Custom Error — validation rules, upgraded
The Custom Error element (record-triggered flows) blocks the save and shows your message — in a window or attached to a specific field — exactly like a validation rule, but with the full reach of flow logic: cross-object checks, queries, formula chains, prior-value comparisons.
Two production rules for it:
- Use it for deliberate rejections (“Closed Won requires a signed contract”) — business rules, written for the user
- Use fault paths for unexpected failures — system errors, written for the admin
Mixing the two — surfacing raw $Flow.FaultMessage to end users via Custom Error — leaks internal object names and element labels to people who can’t act on them. Log the raw message; show the human one.
Roll Back Records — screen flows only
The Roll Back Records element reverts the current transaction’s uncommitted changes in a screen flow. Its real use case is multi-step wizards: if step 4 fails after steps 1–3 created records in the current transaction, a fault path into Roll Back Records leaves no partial data.
The transaction-boundary caveat applies with full force: Roll Back Records cannot undo anything committed at a previous Screen or Pause. If your wizard commits at each screen, rollback protects only the latest step — design the commit points first, then the rollback story.
Retry — the pattern Flow doesn’t ship
Flow has no native retry. For transient failures — callout timeouts via external services, record locks, momentary integration outages — the production pattern is:
- Fault path publishes a platform event (or creates the error log record) carrying everything needed to retry: record Id, payload, attempt count
- An async subscriber retries — a platform-event-triggered flow for simple cases, or a Queueable with a Finalizer for anything needing backoff and a retry ceiling (the mechanics are in the async Apex guide)
- Attempt count caps the loop — a retry pattern without a ceiling is an infinite loop with extra steps
Record-lock errors (UNABLE_TO_LOCK_ROW) deserve a special mention: they’re the most common transient failure in flow-heavy orgs, and the correct fix is usually reducing contention (fewer parallel automations on the same parent records), with retry as the mitigation, not the cure.
Governor limits apply — fully
Flows run under the same transaction limits as Apex: 100 SOQL queries, 150 DML statements, CPU time, the lot — the same ceilings detailed in the governor limits guide. The flow-specific traps:
- Get Records inside a Loop = SOQL inside a for loop. With 200 triggering records it’s an instant limit violation. Query once before the loop; filter with Collection Filter.

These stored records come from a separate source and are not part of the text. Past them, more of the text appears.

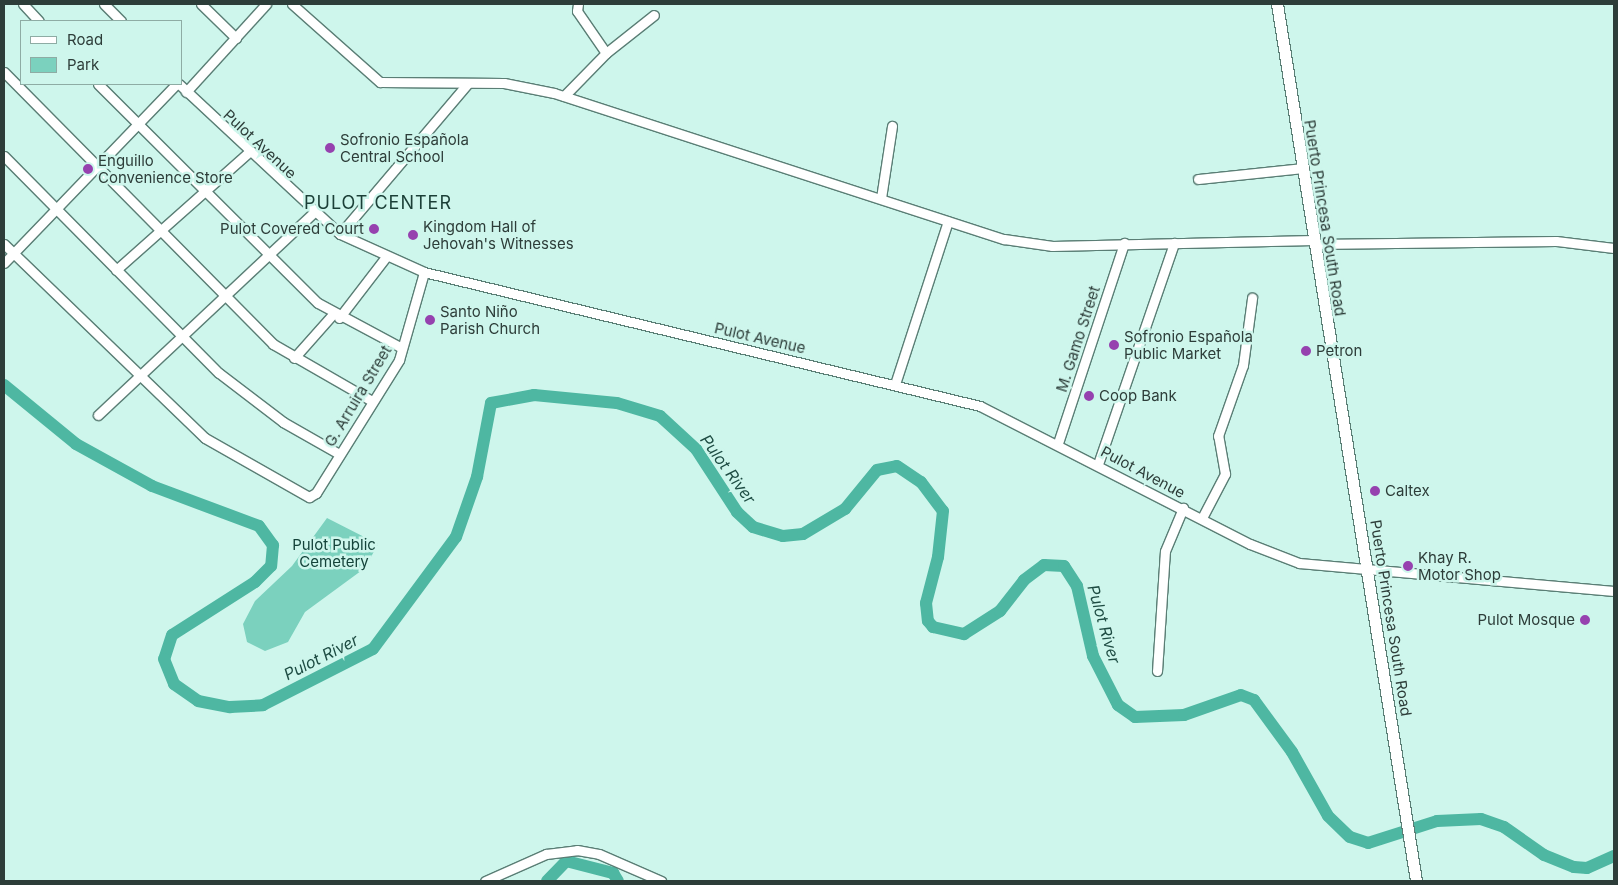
<!DOCTYPE html>
<html>
<head>
<meta charset="utf-8">
<style>
	body { margin:0 }
	#map { position:relative; width:1618px; height:885px; overflow:hidden; background:#cef6ec; font-family:Inter,sans-serif }
	div>[style] { position:absolute }
	.green>* { inset:0; background:#7bd1be }
	.river>* { height:12px; margin:-6px; padding:0 6px; transform-origin:6px; border-radius:6px; background:#4eb7a2 }
	.roads { filter:drop-shadow(1px 0 #5a7e75) drop-shadow(-1px 0 #5a7e75) drop-shadow(0 1px #5a7e75) drop-shadow(0 -1px #5a7e75) }
	.minor>* { height:9px; margin:-4.5px; padding:0 4.5px; transform-origin:4.5px; border-radius:4.5px; background:#fff }
	.major>* { height:11px; margin:-5.5px; padding:0 5.5px; transform-origin:5.5px; border-radius:5.5px; background:#fff }
	.dots>* { width:14px; height:14px; translate:-50% -50%; box-sizing:border-box; border:2px solid #cef6ec; border-radius:50% }
	span { translate:-50% -50%; white-space:nowrap; text-align:center; line-height:1.15; -webkit-text-stroke:5px #cef6ec; paint-order:stroke }
	.poi-label { font-size:15px; color:#2d3d39 }
	.left { translate:0 -50%; text-align:left }
	.right { translate:-100% -50%; text-align:right }
	.street-label { font-size:15px; color:#2d3d39 }
	.park-label { font-size:15px; color:#14433a }
	.water-label { font-size:16px; color:#1e4c43; font-style:italic }
	.quarter-label { font-size:18px; color:#1b3f37; letter-spacing:1px }
	.frame { position:absolute; inset:0; border:5px solid #2d3d39; pointer-events:none }
	.legend { position:absolute; left:20px; top:20px; width:162px; height:65px; box-sizing:border-box; background:#cef6ec; border:1px solid #8eaca4; margin:0; padding:6px 9px; list-style:none; font-size:15px; color:#2d3d39 }
	.legend li { display:flex; align-items:center; gap:10px; height:25px }
	.legend b { width:25px; border:1px solid #8eaca4 }
</style>
</head>
<body>
<div id="map">
	<div class="green">
		<div style="clip-path:polygon(327px 518px,378px 544px,365px 568px,305px 612px,288px 642px,265px 651px,247px 642px,243px 624px,255px 601px,292px 566px)"></div>
	</div>
	<div class="river">
		<div style="left:4px;top:385px;width:93px;rotate:39.3deg"></div>
		<div style="left:76px;top:444px;width:87px;rotate:28.9deg"></div>
		<div style="left:152px;top:486px;width:114px;rotate:20.5deg"></div>
		<div style="left:259px;top:526px;width:24px;rotate:54deg"></div>
		<div style="left:273px;top:545px;width:21px;rotate:95deg"></div>
		<div style="left:271px;top:566px;width:23px;rotate:135deg"></div>
		<div style="left:255px;top:582px;width:98px;rotate:147.4deg"></div>
		<div style="left:172px;top:635px;width:25px;rotate:108deg"></div>
		<div style="left:164px;top:659px;width:27px;rotate:68deg"></div>
		<div style="left:174px;top:684px;width:29px;rotate:35deg"></div>
		<div style="left:198px;top:701px;width:33px;rotate:11deg"></div>
		<div style="left:230px;top:707px;width:33px;rotate:-3deg"></div>
		<div style="left:263px;top:705px;width:123px;rotate:-27deg"></div>
		<div style="left:373px;top:649px;width:139px;rotate:-53.5deg"></div>
		<div style="left:456px;top:537px;width:64px;rotate:-70.7deg"></div>
		<div style="left:477px;top:477px;width:75px;rotate:-79.3deg"></div>
		<div style="left:491px;top:403px;width:44px;rotate:-10.5deg"></div>
		<div style="left:534px;top:395px;width:83px;rotate:5.5deg"></div>
		<div style="left:617px;top:403px;width:45px;rotate:16.8deg"></div>
		<div style="left:660px;top:416px;width:49px;rotate:42.5deg"></div>
		<div style="left:696px;top:449px;width:75px;rotate:56.9deg"></div>
		<div style="left:737px;top:512px;width:22px;rotate:43deg"></div>
		<div style="left:753px;top:527px;width:31px;rotate:17deg"></div>
		<div style="left:783px;top:536px;width:20px;rotate:-6deg"></div>
		<div style="left:803px;top:534px;width:49px;rotate:-30.8deg"></div>
		<div style="left:845px;top:509px;width:50px;rotate:-50.6deg"></div>
		<div style="left:877px;top:470px;width:20px;rotate:-11deg"></div>
		<div style="left:897px;top:466px;width:29px;rotate:34deg"></div>
		<div style="left:921px;top:482px;width:36px;rotate:53deg"></div>
		<div style="left:943px;top:511px;width:46px;rotate:96.2deg"></div>
		<div style="left:938px;top:557px;width:48px;rotate:104.6deg"></div>
		<div style="left:926px;top:603px;width:18px;rotate:84deg"></div>
		<div style="left:928px;top:621px;width:8px;rotate:50deg"></div>
		<div style="left:933px;top:627px;width:32px;rotate:13deg"></div>
		<div style="left:964px;top:634px;width:43px;rotate:-32.6deg"></div>
		<div style="left:1000px;top:611px;width:39px;rotate:-52deg"></div>
		<div style="left:1024px;top:580px;width:25px;rotate:-37deg"></div>
		<div style="left:1044px;top:565px;width:20px;rotate:3deg"></div>
		<div style="left:1064px;top:566px;width:24px;rotate:57deg"></div>
		<div style="left:1077px;top:586px;width:72px;rotate:77.1deg"></div>
		<div style="left:1093px;top:656px;width:55px;rotate:63deg"></div>
		<div style="left:1118px;top:705px;width:21px;rotate:35deg"></div>
		<div style="left:1135px;top:717px;width:49px;rotate:-2.3deg"></div>
		<div style="left:1184px;top:715px;width:60px;rotate:-19.3deg"></div>
		<div style="left:1241px;top:695px;width:14px;rotate:21deg"></div>
		<div style="left:1254px;top:700px;width:64px;rotate:53.8deg"></div>
		<div style="left:1292px;top:752px;width:73px;rotate:60.6deg"></div>
		<div style="left:1328px;top:816px;width:30px;rotate:44deg"></div>
		<div style="left:1350px;top:837px;width:19px;rotate:18deg"></div>
		<div style="left:1368px;top:843px;width:72px;rotate:-17.7deg"></div>
		<div style="left:1437px;top:821px;width:44px;rotate:-2.6deg"></div>
		<div style="left:1481px;top:819px;width:24px;rotate:19deg"></div>
		<div style="left:1504px;top:827px;width:49px;rotate:35deg"></div>
		<div style="left:1544px;top:855px;width:32px;rotate:22deg"></div>
		<div style="left:1574px;top:867px;width:13px;rotate:4deg"></div>
		<div style="left:1587px;top:868px;width:30px;rotate:-24deg"></div>
		<div style="left:547px;top:881px;width:28px;rotate:-46deg"></div>
		<div style="left:566px;top:861px;width:49px;rotate:14.3deg"></div>
		<div style="left:613px;top:873px;width:9px;rotate:58deg"></div>
	</div>
	<div class="roads">
		<div class="minor">
			<div style="left:23px;top:4px;width:23px;rotate:47deg"></div>
			<div style="left:104px;top:4px;width:24px;rotate:45deg"></div>
			<div style="left:201px;top:4px;width:49px;rotate:44.2deg"></div>
			<div style="left:292px;top:4px;width:118px;rotate:41.6deg"></div>
			<div style="left:380px;top:82px;width:124px;rotate:0.5deg"></div>
			<div style="left:504px;top:83px;width:51px;rotate:11.3deg"></div>
			<div style="left:554px;top:93px;width:473px;rotate:18deg"></div>
			<div style="left:1004px;top:239px;width:49px;rotate:8.3deg"></div>
			<div style="left:1052px;top:246px;width:262px;rotate:-1.3deg"></div>
			<div style="left:578px;top:4px;width:7px;rotate:98deg"></div>
			<div style="left:577px;top:11px;width:51px;rotate:55.4deg"></div>
			<div style="left:4px;top:72px;width:383px;rotate:45.3deg"></div>
			<div style="left:273px;top:344px;width:114px;rotate:29.9deg"></div>
			<div style="left:98px;top:84px;width:310px;rotate:44.9deg"></div>
			<div style="left:318px;top:303px;width:95px;rotate:28.2deg"></div>
			<div style="left:179px;top:84px;width:220px;rotate:43deg"></div>
			<div style="left:340px;top:234px;width:92px;rotate:24.3deg"></div>
			<div style="left:424px;top:272px;width:572px;rotate:13.55deg"></div>
			<div style="left:980px;top:406px;width:303px;rotate:27.1deg"></div>
			<div style="left:1250px;top:544px;width:53px;rotate:21.2deg"></div>
			<div style="left:1299px;top:563px;width:316px;rotate:5.1deg"></div>
			<div style="left:186px;top:92px;width:119px;rotate:-47.7deg"></div>
			<div style="left:564px;top:96px;width:60px;rotate:-45.7deg"></div>
			<div style="left:606px;top:53px;width:61px;rotate:-38.4deg"></div>
			<div style="left:4px;top:156px;width:305px;rotate:45.3deg"></div>
			<div style="left:219px;top:373px;width:81px;rotate:37.4deg"></div>
			<div style="left:283px;top:422px;width:64px;rotate:29.7deg"></div>
			<div style="left:1198px;top:179px;width:106px;rotate:-6deg"></div>
			<div style="left:881px;top:198px;width:73px;rotate:-81.3deg"></div>
			<div style="left:340px;top:234px;width:198px;rotate:-49.7deg"></div>
			<div style="left:4px;top:244px;width:279px;rotate:44deg"></div>
			<div style="left:205px;top:438px;width:120px;rotate:29.6deg"></div>
			<div style="left:309px;top:497px;width:8px;rotate:-30deg"></div>
			<div style="left:316px;top:493px;width:157px;rotate:-58deg"></div>
			<div style="left:399px;top:360px;width:91px;rotate:-74.1deg"></div>
			<div style="left:1315px;top:244px;width:241px;rotate:-0.7deg"></div>
			<div style="left:1556px;top:241px;width:58px;rotate:6.9deg"></div>
			<div style="left:4px;top:263px;width:248px;rotate:-46.1deg"></div>
			<div style="left:116px;top:270px;width:178px;rotate:-41.6deg"></div>
			<div style="left:339px;top:318px;width:76px;rotate:-52.5deg"></div>
			<div style="left:294px;top:358px;width:59px;rotate:-48.4deg"></div>
			<div style="left:895px;top:384px;width:171px;rotate:-72deg"></div>
			<div style="left:98px;top:415px;width:295px;rotate:-43.2deg"></div>
			<div style="left:1058px;top:443px;width:211px;rotate:-71.7deg"></div>
			<div style="left:1098px;top:464px;width:234px;rotate:-71deg"></div>
			<div style="left:1202px;top:518px;width:50px;rotate:-62.4deg"></div>
			<div style="left:1225px;top:474px;width:39px;rotate:-100deg"></div>
			<div style="left:1218px;top:436px;width:75px;rotate:-70.6deg"></div>
			<div style="left:1243px;top:365px;width:68px;rotate:-82.3deg"></div>
			<div style="left:1157px;top:671px;width:120px;rotate:-86.2deg"></div>
			<div style="left:1165px;top:551px;width:47px;rotate:-67.3deg"></div>
			<div style="left:485px;top:881px;width:67px;rotate:-23.9deg"></div>
			<div style="left:546px;top:854px;width:31px;rotate:-7deg"></div>
			<div style="left:577px;top:850px;width:22px;rotate:10deg"></div>
			<div style="left:599px;top:854px;width:68px;rotate:23.5deg"></div>
		</div>
		<div class="major">
			<div style="left:1277px;top:4px;width:888px;rotate:80.99deg"></div>
		</div>
	</div>
	<div class="dots">
		<div style="left:330px;top:148px;background:#9641af"></div>
		<div style="left:88px;top:169px;background:#9641af"></div>
		<div style="left:374px;top:229px;background:#9641af"></div>
		<div style="left:413px;top:235px;background:#9641af"></div>
		<div style="left:430px;top:320px;background:#9641af"></div>
		<div style="left:1114px;top:345px;background:#9641af"></div>
		<div style="left:1306px;top:351px;background:#9641af"></div>
		<div style="left:1089px;top:396px;background:#9641af"></div>
		<div style="left:1375px;top:491px;background:#9641af"></div>
		<div style="left:1408px;top:566px;background:#9641af"></div>
		<div style="left:1585px;top:620px;background:#9641af"></div>
	</div>
	<div class="poi-label">
		<span class="left" style="left:340px;top:148px">Sofronio Española<br>Central School</span>
		<span class="left" style="left:98px;top:169px">Enguillo<br>Convenience Store</span>
		<span class="left" style="left:423px;top:235px">Kingdom Hall of<br>Jehovah's Witnesses</span>
		<span class="right" style="left:364px;top:229px">Pulot Covered Court</span>
		<span class="left" style="left:440px;top:320px">Santo Niño<br>Parish Church</span>
		<span class="left" style="left:1124px;top:345px">Sofronio Española<br>Public Market</span>
		<span class="left" style="left:1316px;top:351px">Petron</span>
		<span class="left" style="left:1099px;top:396px">Coop Bank</span>
		<span class="left" style="left:1385px;top:491px">Caltex</span>
		<span class="left" style="left:1418px;top:566px">Khay R.<br>Motor Shop</span>
		<span class="right" style="left:1575px;top:620px">Pulot Mosque</span>
	</div>
	<div class="street-label">
		<span style="left:260px;top:144px;rotate:43deg">Pulot Avenue</span>
		<span style="left:1325px;top:218px;rotate:81deg">Puerto Princesa South Road</span>
		<span style="left:760px;top:338px;rotate:13deg">Pulot Avenue</span>
		<span style="left:1078px;top:339px;rotate:-72deg">M. Gamo Street</span>
		<span style="left:358px;top:396px;rotate:-59deg">G. Arruira Street</span>
		<span style="left:1143px;top:472px;rotate:28deg">Pulot Avenue</span>
		<span style="left:1391px;top:618px;rotate:81deg">Puerto Princesa South Road</span>
	</div>
	<div class="park-label">
		<span style="left:334px;top:553px">Pulot Public<br>Cemetery</span>
	</div>
	<div class="water-label">
		<span style="left:728px;top:469px;rotate:54deg">Pulot River</span>
		<span style="left:1104px;top:624px;rotate:74deg">Pulot River</span>
		<span style="left:321px;top:657px;rotate:-27deg">Pulot River</span>
	</div>
	<div class="quarter-label">
		<span style="left:378px;top:203px">PULOT CENTER</span>
	</div>
	<div class="frame"></div>
	<ul class="legend">
	<li><b style="height:6px;background:#fff"></b>Road</li>
	<li><b style="height:14px;background:#7bd1be"></b>Park</li>
	</ul>
</div>
</body>
</html>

- Create/Update inside a Loop = DML inside a loop. Assign to a collection variable in the loop; do one Create/Update after it.
- One interview per record, shared limits per batch — record-triggered flows process a 200-record DML batch as 200 interviews sharing one transaction’s limits. Per-record inefficiency multiplies by 200.
A fault path cannot save you from a limit exception — limits kill the transaction outright, fault paths included. Limit-safe design is prevention-only.
Monitoring — the part everyone skips
Three settings turn flow failures from invisible to operational:
- Setup → Process Automation Settings → Send Process or Flow Error Email → Apex exception email recipients. The default — emailing whoever last modified the flow — is how errors disappear when people change roles.
- Setup → Paused and Failed Flow Interviews — review weekly; failed resumable interviews sitting here are silent data loss in progress.
- A report on
Flow_Error_Log__c— once fault paths log consistently, error volume per flow becomes a dashboard metric, and a spike becomes a page instead of a surprise.
The pattern across all of it: flow errors are only as visible as you design them to be. Fault paths, Custom Error, rollback and retry are the vocabulary — the discipline is refusing to ship an element that can fail without deciding, explicitly, what happens when it does.